Er trug das Telefon ins Wohnzimmer und entfaltete Mirandas Brief. Der Anblick brachte ihn immer noch aus der Fassung. Nicht wegen des Inhalts, sondern wegen der plötzlichen Turbulenz, die der Brief in seinem Leben ausgelöst hatte, weil mühsam verdrängte Dinge wieder hochgespült worden waren. Er fand die Telefonnummer und wählte die Ziffern.
»Hallo.«
Er erkannte die Stimme sofort, sogar nach all den Jahren.
»Hier ist Dafydd Woodruff«, begann er förmlich. »Wir müssen uns unterhalten.« Ärgerlicherweise zitterte seine Stimme leicht, und sein Mund war knochentrocken geworden.

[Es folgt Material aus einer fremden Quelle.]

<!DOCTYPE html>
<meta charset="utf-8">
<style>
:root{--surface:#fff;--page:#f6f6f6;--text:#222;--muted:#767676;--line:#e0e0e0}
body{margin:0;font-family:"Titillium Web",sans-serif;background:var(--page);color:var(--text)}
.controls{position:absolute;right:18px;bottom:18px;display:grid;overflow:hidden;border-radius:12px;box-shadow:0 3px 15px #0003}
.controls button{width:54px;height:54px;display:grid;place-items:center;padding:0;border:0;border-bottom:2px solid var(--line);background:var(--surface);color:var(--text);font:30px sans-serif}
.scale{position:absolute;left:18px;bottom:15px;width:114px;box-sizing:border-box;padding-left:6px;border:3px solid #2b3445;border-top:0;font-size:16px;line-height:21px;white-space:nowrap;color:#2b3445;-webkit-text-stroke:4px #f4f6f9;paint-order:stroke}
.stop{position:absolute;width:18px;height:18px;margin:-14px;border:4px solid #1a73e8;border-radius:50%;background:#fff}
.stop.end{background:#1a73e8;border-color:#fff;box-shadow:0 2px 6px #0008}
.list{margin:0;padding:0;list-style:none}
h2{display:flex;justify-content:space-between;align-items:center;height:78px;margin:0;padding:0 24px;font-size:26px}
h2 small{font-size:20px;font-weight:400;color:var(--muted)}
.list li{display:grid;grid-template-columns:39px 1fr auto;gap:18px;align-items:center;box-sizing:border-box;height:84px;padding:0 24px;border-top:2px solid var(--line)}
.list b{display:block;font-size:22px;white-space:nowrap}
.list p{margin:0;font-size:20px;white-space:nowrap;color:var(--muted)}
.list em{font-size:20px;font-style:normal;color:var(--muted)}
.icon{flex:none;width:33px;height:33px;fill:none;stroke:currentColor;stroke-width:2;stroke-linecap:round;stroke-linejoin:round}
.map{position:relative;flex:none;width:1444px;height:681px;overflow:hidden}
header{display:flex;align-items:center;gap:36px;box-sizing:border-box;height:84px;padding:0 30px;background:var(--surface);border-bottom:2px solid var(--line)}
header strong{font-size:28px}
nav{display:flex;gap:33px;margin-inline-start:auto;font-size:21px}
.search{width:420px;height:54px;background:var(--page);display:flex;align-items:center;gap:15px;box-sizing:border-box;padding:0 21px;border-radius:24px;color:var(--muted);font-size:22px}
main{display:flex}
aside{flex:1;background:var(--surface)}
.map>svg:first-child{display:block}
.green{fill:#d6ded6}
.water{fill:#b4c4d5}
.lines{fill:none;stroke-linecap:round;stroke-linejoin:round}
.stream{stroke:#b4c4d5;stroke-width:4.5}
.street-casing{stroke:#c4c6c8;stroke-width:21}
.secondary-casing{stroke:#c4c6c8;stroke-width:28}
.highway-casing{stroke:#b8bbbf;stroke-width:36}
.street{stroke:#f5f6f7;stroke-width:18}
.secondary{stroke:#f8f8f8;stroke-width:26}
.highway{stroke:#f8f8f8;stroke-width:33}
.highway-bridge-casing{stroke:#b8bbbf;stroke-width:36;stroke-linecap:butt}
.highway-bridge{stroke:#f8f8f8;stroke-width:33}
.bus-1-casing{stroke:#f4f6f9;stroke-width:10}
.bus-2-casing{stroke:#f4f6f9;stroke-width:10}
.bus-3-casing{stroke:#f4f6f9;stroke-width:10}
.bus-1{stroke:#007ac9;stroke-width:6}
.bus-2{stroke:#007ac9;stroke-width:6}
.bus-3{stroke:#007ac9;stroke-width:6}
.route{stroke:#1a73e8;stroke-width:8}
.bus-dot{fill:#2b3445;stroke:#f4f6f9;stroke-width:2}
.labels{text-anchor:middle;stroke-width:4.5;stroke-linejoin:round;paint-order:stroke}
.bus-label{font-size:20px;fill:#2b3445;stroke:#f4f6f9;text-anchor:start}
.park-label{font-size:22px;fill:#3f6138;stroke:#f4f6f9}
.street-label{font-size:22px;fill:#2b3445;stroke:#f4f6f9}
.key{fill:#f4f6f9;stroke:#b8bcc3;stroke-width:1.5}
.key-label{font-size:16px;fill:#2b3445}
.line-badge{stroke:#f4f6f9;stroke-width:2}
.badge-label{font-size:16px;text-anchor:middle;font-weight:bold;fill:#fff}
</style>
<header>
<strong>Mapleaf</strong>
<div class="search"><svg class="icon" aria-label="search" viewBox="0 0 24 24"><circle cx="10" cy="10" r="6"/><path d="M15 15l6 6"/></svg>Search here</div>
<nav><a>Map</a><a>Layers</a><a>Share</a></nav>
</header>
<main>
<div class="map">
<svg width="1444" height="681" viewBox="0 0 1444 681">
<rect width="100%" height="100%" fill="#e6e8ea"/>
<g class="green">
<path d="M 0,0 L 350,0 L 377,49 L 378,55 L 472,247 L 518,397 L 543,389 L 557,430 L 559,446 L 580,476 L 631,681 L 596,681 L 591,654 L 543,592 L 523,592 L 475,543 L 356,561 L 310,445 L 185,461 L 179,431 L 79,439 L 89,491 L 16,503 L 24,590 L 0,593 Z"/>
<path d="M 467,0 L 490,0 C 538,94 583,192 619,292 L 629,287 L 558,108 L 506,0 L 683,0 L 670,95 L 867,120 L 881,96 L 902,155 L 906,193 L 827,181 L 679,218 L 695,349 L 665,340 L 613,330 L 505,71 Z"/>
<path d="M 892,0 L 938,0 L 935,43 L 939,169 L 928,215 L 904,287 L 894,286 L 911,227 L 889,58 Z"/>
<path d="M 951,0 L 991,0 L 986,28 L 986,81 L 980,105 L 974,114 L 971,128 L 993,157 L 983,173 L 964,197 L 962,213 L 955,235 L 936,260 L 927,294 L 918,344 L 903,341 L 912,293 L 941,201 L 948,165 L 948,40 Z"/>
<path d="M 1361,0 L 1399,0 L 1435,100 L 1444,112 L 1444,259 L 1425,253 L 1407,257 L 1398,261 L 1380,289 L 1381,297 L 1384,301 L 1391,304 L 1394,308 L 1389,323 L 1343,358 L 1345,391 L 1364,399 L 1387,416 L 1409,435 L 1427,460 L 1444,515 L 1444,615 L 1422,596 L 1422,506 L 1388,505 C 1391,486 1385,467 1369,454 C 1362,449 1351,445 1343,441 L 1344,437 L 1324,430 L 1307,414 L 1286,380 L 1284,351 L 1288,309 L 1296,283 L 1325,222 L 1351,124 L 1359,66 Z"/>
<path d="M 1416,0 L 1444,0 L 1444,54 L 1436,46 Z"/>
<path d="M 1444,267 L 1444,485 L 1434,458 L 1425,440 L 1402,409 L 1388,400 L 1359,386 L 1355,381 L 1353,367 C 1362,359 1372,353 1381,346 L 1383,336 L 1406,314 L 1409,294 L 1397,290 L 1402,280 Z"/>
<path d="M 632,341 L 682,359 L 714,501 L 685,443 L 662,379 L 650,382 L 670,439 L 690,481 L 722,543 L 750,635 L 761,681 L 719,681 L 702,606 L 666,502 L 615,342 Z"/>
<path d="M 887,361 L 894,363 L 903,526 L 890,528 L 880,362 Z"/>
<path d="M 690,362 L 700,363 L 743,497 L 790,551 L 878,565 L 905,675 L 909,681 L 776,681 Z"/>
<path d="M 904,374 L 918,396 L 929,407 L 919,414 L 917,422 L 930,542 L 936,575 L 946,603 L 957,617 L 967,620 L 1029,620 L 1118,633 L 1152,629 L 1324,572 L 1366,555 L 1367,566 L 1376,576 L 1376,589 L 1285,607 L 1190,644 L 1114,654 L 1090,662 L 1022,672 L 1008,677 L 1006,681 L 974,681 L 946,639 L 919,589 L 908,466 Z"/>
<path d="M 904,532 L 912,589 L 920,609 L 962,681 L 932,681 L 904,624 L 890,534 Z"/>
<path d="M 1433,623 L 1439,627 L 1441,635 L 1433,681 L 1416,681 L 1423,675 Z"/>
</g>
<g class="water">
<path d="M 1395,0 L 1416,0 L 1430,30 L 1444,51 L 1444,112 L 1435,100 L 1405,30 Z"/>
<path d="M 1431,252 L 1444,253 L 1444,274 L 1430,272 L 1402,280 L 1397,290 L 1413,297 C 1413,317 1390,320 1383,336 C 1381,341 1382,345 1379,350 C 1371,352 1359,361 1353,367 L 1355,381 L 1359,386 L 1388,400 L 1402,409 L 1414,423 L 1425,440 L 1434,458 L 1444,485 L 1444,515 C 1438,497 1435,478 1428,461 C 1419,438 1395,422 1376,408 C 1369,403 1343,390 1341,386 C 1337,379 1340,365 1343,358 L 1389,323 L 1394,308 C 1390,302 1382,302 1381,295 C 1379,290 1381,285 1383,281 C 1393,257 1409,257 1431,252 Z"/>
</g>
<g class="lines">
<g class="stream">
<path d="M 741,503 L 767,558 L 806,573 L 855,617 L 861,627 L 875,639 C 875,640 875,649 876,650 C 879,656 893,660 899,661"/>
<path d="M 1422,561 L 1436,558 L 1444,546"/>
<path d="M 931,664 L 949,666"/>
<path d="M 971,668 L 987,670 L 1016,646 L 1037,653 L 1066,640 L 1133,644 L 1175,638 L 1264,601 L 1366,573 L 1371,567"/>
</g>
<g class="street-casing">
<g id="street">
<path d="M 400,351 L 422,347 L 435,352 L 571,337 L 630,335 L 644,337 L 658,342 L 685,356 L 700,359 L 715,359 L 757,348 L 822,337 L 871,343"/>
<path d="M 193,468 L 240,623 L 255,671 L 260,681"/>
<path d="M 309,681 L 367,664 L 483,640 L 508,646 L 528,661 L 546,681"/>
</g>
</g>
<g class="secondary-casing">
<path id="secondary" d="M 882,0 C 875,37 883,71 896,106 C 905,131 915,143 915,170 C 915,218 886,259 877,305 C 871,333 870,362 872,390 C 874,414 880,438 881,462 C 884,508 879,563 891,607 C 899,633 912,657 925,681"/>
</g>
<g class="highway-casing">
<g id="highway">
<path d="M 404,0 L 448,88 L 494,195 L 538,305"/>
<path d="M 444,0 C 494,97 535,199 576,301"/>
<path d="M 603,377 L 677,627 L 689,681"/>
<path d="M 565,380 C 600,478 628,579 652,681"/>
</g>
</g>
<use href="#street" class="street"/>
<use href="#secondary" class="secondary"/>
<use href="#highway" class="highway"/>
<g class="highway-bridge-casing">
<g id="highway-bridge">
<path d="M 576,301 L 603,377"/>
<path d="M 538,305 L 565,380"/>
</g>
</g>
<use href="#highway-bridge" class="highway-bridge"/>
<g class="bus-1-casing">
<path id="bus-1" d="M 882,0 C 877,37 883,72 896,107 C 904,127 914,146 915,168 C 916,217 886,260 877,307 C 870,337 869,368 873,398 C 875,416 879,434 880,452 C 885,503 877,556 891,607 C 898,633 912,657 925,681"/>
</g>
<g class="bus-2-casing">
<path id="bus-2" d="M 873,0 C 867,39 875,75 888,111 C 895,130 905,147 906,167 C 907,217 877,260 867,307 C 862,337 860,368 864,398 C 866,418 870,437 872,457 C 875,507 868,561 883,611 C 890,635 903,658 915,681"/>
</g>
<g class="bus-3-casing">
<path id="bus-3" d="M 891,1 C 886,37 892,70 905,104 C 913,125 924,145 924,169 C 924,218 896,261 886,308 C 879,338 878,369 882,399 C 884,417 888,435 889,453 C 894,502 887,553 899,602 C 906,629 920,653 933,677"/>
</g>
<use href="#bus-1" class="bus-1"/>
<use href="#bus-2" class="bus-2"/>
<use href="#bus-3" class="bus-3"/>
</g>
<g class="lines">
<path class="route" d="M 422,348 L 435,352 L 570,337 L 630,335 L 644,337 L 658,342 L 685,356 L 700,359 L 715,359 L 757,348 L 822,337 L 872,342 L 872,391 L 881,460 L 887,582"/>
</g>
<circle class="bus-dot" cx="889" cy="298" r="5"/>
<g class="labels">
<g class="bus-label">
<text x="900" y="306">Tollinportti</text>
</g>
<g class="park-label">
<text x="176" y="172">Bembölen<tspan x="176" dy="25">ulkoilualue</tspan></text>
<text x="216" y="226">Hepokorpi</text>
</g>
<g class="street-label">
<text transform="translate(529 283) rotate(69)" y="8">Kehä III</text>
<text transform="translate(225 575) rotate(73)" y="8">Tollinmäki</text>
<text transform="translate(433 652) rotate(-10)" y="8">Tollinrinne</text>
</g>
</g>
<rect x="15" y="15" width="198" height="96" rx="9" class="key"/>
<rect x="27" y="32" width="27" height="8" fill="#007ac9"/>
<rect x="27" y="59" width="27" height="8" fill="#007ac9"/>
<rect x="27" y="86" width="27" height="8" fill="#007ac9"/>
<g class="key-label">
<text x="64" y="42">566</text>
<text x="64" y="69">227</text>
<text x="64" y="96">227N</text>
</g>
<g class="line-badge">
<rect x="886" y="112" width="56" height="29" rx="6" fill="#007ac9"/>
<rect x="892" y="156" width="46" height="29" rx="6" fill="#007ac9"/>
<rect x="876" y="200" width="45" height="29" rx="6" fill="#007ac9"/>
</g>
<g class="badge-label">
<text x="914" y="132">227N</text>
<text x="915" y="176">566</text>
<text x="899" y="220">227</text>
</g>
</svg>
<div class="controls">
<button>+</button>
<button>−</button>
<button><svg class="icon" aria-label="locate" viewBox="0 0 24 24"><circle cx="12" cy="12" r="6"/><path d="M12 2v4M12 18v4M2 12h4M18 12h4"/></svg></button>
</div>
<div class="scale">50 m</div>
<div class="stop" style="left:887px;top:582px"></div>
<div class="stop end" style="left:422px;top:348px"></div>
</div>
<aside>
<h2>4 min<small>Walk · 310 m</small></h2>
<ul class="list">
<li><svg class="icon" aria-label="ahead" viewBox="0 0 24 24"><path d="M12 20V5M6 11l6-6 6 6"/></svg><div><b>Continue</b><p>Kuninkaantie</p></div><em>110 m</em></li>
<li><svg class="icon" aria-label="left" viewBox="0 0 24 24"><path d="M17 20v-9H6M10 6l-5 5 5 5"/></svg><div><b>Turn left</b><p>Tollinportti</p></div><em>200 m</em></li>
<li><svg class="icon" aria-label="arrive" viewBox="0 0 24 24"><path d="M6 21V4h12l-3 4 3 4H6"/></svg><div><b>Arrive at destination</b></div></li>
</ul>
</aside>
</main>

»Keinen Moment zu früh, Dafydd«, erwiderte Sheila Hailey mit einem amüsierten Unterton. »Also hast du meinen Brief erhalten?«
»Warum tust du das?«
»Ich tue das, wie du es ausdrückst, weil mich Miranda seit zwei Jahre bedrängt und mich fragt, wer ihr Dad ist. Und irgendwann fand ich es nicht fair, sie weiter im Dunkeln tappen zu lassen. Mark ist es egal, aber er sollte es ebenfalls wissen.«
Lang verdrängte Gefühle stiegen wie die Flamme eines Lötbrenners in ihm hoch. »Was für ein idiotisches Spiel versuchst du hier abzuziehen?« Er bremste sich. Es war nicht gut, das Gespräch in diesem Ton zu beginnen.
»Du kannst herumtoben, so viel du willst, Dafydd«, sagte Sheila kühl, »es ändert überhaupt nichts. Du bist der Vater meiner Zwillinge, und du solltest dich besser daran gewöhnen. Nimm dir Zeit. Unterdessen könntest du anfangen, ein wenig Unterhalt für sie zu zahlen. Schließlich habe ich dich fast dreizehn Jahre lang verschont.«
»Ich habe dich nie angerührt«, schrie Dafydd. Dann erinnerte er sich an das, was er getan hatte, und zuckte zusammen.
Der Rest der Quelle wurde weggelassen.